■ **Assignment**: An exact reproduction of each record is required.

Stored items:
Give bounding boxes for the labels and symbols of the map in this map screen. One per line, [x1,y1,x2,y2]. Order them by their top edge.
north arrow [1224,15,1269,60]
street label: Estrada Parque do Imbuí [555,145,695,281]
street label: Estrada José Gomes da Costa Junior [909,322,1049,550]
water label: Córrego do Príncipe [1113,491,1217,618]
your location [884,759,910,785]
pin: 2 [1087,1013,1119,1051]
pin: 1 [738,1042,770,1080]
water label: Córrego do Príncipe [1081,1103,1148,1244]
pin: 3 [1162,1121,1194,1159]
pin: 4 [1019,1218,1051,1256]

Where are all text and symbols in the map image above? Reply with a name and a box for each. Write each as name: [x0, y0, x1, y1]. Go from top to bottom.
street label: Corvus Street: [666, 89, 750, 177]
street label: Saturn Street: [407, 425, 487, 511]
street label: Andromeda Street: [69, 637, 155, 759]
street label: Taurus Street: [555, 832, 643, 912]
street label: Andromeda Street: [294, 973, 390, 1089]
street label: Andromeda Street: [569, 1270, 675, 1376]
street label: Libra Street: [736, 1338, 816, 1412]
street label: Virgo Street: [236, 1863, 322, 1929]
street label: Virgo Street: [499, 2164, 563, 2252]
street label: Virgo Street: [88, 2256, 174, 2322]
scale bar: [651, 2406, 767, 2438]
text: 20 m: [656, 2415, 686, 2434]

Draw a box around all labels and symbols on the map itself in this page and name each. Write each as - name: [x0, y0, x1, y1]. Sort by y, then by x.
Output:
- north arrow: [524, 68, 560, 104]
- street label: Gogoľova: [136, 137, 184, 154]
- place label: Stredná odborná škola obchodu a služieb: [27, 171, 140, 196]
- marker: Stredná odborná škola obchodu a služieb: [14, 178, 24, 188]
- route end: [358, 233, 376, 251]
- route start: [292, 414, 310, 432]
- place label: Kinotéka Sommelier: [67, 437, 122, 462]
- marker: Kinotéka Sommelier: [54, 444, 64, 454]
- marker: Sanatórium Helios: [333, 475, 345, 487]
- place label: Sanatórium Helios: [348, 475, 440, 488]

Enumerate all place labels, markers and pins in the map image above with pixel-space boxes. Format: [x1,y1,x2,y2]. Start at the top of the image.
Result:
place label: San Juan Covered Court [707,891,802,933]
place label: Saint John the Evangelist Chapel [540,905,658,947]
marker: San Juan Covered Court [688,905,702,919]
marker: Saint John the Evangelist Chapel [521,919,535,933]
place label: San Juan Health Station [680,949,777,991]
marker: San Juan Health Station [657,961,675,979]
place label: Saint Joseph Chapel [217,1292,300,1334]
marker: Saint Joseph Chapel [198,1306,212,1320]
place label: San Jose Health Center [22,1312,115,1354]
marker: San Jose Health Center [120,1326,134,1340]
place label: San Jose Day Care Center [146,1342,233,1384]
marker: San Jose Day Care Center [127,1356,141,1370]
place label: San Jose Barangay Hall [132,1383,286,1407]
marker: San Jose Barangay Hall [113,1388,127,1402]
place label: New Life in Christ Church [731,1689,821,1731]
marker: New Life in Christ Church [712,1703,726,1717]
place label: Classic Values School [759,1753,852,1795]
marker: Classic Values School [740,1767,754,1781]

■ **Solution to this exercise**:
Give bounding boxes for the labels and symbols of the map in this map screen. One per line, [x1,y1,x2,y2]. Order them by their top edge.
north arrow [1224,15,1269,60]
street label: Estrada Parque do Imbuí [555,145,695,281]
street label: Estrada José Gomes da Costa Junior [909,322,1049,550]
water label: Córrego do Príncipe [1113,491,1217,618]
your location [884,759,910,785]
pin: 2 [1087,1013,1119,1051]
pin: 1 [738,1042,770,1080]
water label: Córrego do Príncipe [1081,1103,1148,1244]
pin: 3 [1162,1121,1194,1159]
pin: 4 [1019,1218,1051,1256]

Where are all text and symbols in the map image above? Reply with a name and a box for each. Write each as name: [x0, y0, x1, y1]. Go from top to bottom.
street label: Corvus Street: [666, 89, 750, 177]
street label: Saturn Street: [407, 425, 487, 511]
street label: Andromeda Street: [69, 637, 155, 759]
street label: Taurus Street: [555, 832, 643, 912]
street label: Andromeda Street: [294, 973, 390, 1089]
street label: Andromeda Street: [569, 1270, 675, 1376]
street label: Libra Street: [736, 1338, 816, 1412]
street label: Virgo Street: [236, 1863, 322, 1929]
street label: Virgo Street: [499, 2164, 563, 2252]
street label: Virgo Street: [88, 2256, 174, 2322]
scale bar: [651, 2406, 767, 2438]
text: 20 m: [656, 2415, 686, 2434]

Draw a box around all labels and symbols on the map itself in this page and name each. Write each as - name: [x0, y0, x1, y1]. Sort by y, then by x.
Output:
- north arrow: [524, 68, 560, 104]
- street label: Gogoľova: [136, 137, 184, 154]
- place label: Stredná odborná škola obchodu a služieb: [27, 171, 140, 196]
- marker: Stredná odborná škola obchodu a služieb: [14, 178, 24, 188]
- route end: [358, 233, 376, 251]
- route start: [292, 414, 310, 432]
- place label: Kinotéka Sommelier: [67, 437, 122, 462]
- marker: Kinotéka Sommelier: [54, 444, 64, 454]
- marker: Sanatórium Helios: [333, 475, 345, 487]
- place label: Sanatórium Helios: [348, 475, 440, 488]

Enumerate all place labels, markers and pins in the map image above with pixel-space boxes. Format: [x1,y1,x2,y2]. Start at the top of the image.
Result:
place label: San Juan Covered Court [707,891,802,933]
place label: Saint John the Evangelist Chapel [540,905,658,947]
marker: San Juan Covered Court [688,905,702,919]
marker: Saint John the Evangelist Chapel [521,919,535,933]
place label: San Juan Health Station [680,949,777,991]
marker: San Juan Health Station [657,961,675,979]
place label: Saint Joseph Chapel [217,1292,300,1334]
marker: Saint Joseph Chapel [198,1306,212,1320]
place label: San Jose Health Center [22,1312,115,1354]
marker: San Jose Health Center [120,1326,134,1340]
place label: San Jose Day Care Center [146,1342,233,1384]
marker: San Jose Day Care Center [127,1356,141,1370]
place label: San Jose Barangay Hall [132,1383,286,1407]
marker: San Jose Barangay Hall [113,1388,127,1402]
place label: New Life in Christ Church [731,1689,821,1731]
marker: New Life in Christ Church [712,1703,726,1717]
place label: Classic Values School [759,1753,852,1795]
marker: Classic Values School [740,1767,754,1781]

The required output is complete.